**EXERCISE REQUIREMENTS:** Take the material below from its first line through the line containing "Task: Give me a JSON index of the page." and, please, write those lines again exactly.

**DATA SECTION:**
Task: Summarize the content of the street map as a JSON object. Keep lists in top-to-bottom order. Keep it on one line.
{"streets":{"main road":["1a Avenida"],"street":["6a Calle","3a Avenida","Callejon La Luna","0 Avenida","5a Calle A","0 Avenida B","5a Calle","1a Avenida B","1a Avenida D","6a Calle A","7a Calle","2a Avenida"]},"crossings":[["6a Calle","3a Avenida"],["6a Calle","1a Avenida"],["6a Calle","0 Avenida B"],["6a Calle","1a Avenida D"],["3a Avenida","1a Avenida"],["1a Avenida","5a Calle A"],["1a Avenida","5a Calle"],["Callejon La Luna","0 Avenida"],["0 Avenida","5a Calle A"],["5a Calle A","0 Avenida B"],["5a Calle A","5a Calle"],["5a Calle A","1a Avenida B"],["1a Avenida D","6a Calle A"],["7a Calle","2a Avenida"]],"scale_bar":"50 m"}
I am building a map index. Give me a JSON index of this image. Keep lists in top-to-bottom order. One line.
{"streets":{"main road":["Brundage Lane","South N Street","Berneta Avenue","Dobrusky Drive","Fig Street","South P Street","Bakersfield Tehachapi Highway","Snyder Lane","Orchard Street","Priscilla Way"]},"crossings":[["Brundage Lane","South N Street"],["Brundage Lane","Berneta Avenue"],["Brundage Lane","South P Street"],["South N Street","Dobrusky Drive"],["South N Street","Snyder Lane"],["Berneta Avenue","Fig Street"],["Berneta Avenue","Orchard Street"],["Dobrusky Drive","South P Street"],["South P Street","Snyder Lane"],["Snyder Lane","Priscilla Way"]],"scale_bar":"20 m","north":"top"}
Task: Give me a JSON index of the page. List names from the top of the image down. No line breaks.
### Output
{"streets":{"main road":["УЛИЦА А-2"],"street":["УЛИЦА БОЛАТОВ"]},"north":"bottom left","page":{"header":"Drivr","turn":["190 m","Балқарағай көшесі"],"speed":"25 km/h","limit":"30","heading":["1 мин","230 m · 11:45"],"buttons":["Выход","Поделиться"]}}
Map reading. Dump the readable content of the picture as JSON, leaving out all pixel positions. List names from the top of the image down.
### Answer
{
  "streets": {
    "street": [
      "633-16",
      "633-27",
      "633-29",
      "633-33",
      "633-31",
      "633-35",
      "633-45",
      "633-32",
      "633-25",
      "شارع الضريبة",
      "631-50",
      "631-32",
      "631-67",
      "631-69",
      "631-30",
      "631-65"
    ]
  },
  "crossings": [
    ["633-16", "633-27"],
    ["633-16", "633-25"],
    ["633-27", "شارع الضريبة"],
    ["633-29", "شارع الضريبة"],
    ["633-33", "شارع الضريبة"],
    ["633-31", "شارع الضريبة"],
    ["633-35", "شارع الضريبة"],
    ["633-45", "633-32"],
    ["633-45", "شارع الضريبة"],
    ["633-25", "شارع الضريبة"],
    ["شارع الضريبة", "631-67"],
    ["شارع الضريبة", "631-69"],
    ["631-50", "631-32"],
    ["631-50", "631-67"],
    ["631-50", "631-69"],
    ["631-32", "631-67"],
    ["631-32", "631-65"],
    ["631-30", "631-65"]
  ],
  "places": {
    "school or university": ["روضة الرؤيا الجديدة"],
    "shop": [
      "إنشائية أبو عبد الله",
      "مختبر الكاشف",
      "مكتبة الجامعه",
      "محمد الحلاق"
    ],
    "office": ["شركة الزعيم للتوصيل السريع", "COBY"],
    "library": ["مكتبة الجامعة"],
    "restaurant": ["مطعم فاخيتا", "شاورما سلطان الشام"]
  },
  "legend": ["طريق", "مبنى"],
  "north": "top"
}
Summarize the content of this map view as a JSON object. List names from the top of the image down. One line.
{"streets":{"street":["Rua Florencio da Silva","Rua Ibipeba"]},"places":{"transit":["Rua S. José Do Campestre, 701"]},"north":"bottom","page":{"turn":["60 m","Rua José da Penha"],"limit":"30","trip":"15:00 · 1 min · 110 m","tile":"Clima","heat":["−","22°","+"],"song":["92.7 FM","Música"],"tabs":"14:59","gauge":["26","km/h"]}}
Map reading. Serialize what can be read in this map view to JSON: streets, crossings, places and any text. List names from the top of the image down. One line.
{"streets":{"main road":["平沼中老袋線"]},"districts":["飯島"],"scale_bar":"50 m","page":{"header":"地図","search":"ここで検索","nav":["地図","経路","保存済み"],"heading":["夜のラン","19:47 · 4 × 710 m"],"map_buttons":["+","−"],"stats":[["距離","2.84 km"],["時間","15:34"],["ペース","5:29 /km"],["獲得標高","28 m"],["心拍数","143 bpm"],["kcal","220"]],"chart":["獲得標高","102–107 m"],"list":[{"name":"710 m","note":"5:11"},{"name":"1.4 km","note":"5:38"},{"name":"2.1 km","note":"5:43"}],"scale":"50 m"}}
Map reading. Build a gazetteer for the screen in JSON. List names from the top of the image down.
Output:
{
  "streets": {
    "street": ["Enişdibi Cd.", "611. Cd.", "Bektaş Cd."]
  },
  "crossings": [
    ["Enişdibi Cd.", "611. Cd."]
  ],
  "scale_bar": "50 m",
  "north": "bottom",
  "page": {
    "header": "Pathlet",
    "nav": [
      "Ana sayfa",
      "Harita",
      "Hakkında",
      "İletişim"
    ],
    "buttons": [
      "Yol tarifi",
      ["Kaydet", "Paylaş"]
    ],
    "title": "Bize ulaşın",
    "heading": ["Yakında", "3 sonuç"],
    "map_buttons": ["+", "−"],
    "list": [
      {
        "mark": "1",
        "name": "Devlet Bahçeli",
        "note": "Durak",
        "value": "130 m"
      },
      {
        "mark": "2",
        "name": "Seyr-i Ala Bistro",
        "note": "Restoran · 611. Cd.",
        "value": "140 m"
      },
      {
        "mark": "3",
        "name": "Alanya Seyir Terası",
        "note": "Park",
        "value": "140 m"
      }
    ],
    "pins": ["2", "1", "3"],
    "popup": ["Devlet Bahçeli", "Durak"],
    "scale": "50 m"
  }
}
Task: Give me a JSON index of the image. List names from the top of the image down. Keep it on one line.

**SOLUTION TO THIS PROBLEM:**
Task: Summarize the content of the street map as a JSON object. Keep lists in top-to-bottom order. Keep it on one line.
{"streets":{"main road":["1a Avenida"],"street":["6a Calle","3a Avenida","Callejon La Luna","0 Avenida","5a Calle A","0 Avenida B","5a Calle","1a Avenida B","1a Avenida D","6a Calle A","7a Calle","2a Avenida"]},"crossings":[["6a Calle","3a Avenida"],["6a Calle","1a Avenida"],["6a Calle","0 Avenida B"],["6a Calle","1a Avenida D"],["3a Avenida","1a Avenida"],["1a Avenida","5a Calle A"],["1a Avenida","5a Calle"],["Callejon La Luna","0 Avenida"],["0 Avenida","5a Calle A"],["5a Calle A","0 Avenida B"],["5a Calle A","5a Calle"],["5a Calle A","1a Avenida B"],["1a Avenida D","6a Calle A"],["7a Calle","2a Avenida"]],"scale_bar":"50 m"}
I am building a map index. Give me a JSON index of this image. Keep lists in top-to-bottom order. One line.
{"streets":{"main road":["Brundage Lane","South N Street","Berneta Avenue","Dobrusky Drive","Fig Street","South P Street","Bakersfield Tehachapi Highway","Snyder Lane","Orchard Street","Priscilla Way"]},"crossings":[["Brundage Lane","South N Street"],["Brundage Lane","Berneta Avenue"],["Brundage Lane","South P Street"],["South N Street","Dobrusky Drive"],["South N Street","Snyder Lane"],["Berneta Avenue","Fig Street"],["Berneta Avenue","Orchard Street"],["Dobrusky Drive","South P Street"],["South P Street","Snyder Lane"],["Snyder Lane","Priscilla Way"]],"scale_bar":"20 m","north":"top"}
Task: Give me a JSON index of the page. List names from the top of the image down. No line breaks.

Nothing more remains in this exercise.